Here the court considers the issue of inadequacy of trial judge's assistance to a self-presenting defendant:C. Issues and analysis
[15] The primary issue on appeal is whether the appellant, as a self-represented accused, received a fair trial. The appellant alleges the trial judge failed to provide him with adequate assistance. The appellant also alleges that the trial judge erred by not appointing amicus to assist him throughout the trial.[3]
[16] Given that the appellant was self-represented, the trial judge had an obligation to provide him with reasonable assistance. Looking at the conduct of the trial as a whole, I find that the trial judge failed to do so and that the trial was accordingly unfair. I start with a general discussion of a trial judge’s obligation to assist a self-represented accused in a criminal proceeding. I then review what occurred in this case, leading to my conclusion that the trial was unfair. I conclude by briefly addressing the issue of amicus.
1. General principles regarding the conduct of a trial with a self-represented accused
[17] When an accused is self-represented, the trial judge has an obligation to ensure that the trial is fair and respects the accused’s fundamental rights: R. v. Richards, 2017 ONCA 424, 349 C.C.C. (3d) 284, at para. 110; R. v. Kahsai, 2023 SCC 20, 483 D.L.R. (4th) 199, at para. 54. This requires the trial judge to provide reasonable assistance to the accused and to guide the accused throughout the trial so that the “defence is brought out with its full force and effect”: R. v. McGibbon (1988), 1988 CanLII 149 (ON CA), 45 C.C.C. (3d) 334 (Ont. C.A.), at p. 347.
[18] The duty to provide assistance is subject to a standard of reasonableness. The extent of the obligation to provide assistance depends on the circumstances of the case and what is reasonable in the particular case: R. v. Forrester, 2019 ONCA 255, 375 C.C.C. (3d) 279, at para. 15; R. v. Bancroft, 2024 ONCA 121, at para. 7. The trial judge is not required to, and in fact must not, provide the same kind of assistance as defence counsel would provide: Richards, at para. 111. In effect, a trial judge’s obligation to remain neutral necessarily limits the scope of the duty to assist a self-represented accused: Kahsai, at para. 54.
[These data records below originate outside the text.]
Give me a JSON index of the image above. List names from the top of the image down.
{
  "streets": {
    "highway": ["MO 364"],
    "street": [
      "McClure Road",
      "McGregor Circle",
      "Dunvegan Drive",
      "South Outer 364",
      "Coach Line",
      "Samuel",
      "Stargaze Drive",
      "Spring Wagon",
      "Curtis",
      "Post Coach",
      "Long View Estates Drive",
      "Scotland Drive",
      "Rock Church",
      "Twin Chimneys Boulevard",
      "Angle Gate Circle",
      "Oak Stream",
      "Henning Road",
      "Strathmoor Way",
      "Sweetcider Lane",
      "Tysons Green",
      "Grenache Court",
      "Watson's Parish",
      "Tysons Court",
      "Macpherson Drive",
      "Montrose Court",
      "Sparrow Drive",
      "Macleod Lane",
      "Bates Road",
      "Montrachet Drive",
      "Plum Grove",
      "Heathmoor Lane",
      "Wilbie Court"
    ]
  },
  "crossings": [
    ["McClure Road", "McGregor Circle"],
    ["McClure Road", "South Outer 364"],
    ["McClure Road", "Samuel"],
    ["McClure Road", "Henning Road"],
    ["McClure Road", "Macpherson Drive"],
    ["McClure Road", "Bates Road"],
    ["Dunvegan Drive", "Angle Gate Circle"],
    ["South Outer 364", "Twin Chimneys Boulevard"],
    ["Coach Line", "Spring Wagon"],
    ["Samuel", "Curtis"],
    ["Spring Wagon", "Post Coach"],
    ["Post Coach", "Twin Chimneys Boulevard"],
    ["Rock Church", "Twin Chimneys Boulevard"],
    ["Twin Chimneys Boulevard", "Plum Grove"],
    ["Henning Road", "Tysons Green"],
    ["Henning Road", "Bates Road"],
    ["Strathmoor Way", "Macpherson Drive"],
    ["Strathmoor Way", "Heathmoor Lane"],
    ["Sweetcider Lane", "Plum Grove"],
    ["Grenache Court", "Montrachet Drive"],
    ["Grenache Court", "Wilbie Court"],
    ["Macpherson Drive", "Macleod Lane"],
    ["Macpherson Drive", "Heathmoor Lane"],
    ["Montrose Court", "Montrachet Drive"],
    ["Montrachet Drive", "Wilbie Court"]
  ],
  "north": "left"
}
[19] While the level of assistance depends on the circumstances of each case, in R. v. Tran (2001), 2001 CanLII 5555 (ON CA), 55 O.R. (3d) 161, at para. 33, a case where the accused was self-represented and showed signs that he did not understand the trial process, this court stated that, at the beginning of the trial, the trial judge should have explained the trial process to the accused in order to meet the “minimum requirement”:At this stage of the trial, to satisfy the minimum requirement of providing assistance for the appellant, the trial judge should have explained to the appellant the course which the trial was to take, beginning with his arraignment, followed by the Crown Attorney calling her witnesses, his right to cross-examine the witnesses and to object to irrelevant evidence, his right to call witnesses and to testify, the risks inherent in testifying and not testifying, and finally, the right to make closing argument. [20] In Kahsai, at para. 54, the Supreme Court stated that the trial judge can typically fulfill the duty owed to a self-represented accused by explaining the trial process to them, although some circumstances will require the judge to intervene more actively. For example, the trial judge may be required to identify relevant issues, frame questions to elicit relevant evidence for the defence or raise potential Charter breaches.
[21] The failure to assist or sufficiently assist a self-represented accused is not an independent ground of appeal. Rather, it raises the possibility that the trial was unfair, and that there has been a miscarriage of justice requiring appellate intervention pursuant to s. 686(1)(a)(iii) of the Criminal Code. Not every breach of a trial judge’s obligation to assist a self-represented accused makes a trial unfair or results in a miscarriage of justice. Rather, the court should consider the cumulative effect of the trial judge’s errors in failing to assist the self-represented accused: Forrester, at para. 17; Bancroft, at para. 8.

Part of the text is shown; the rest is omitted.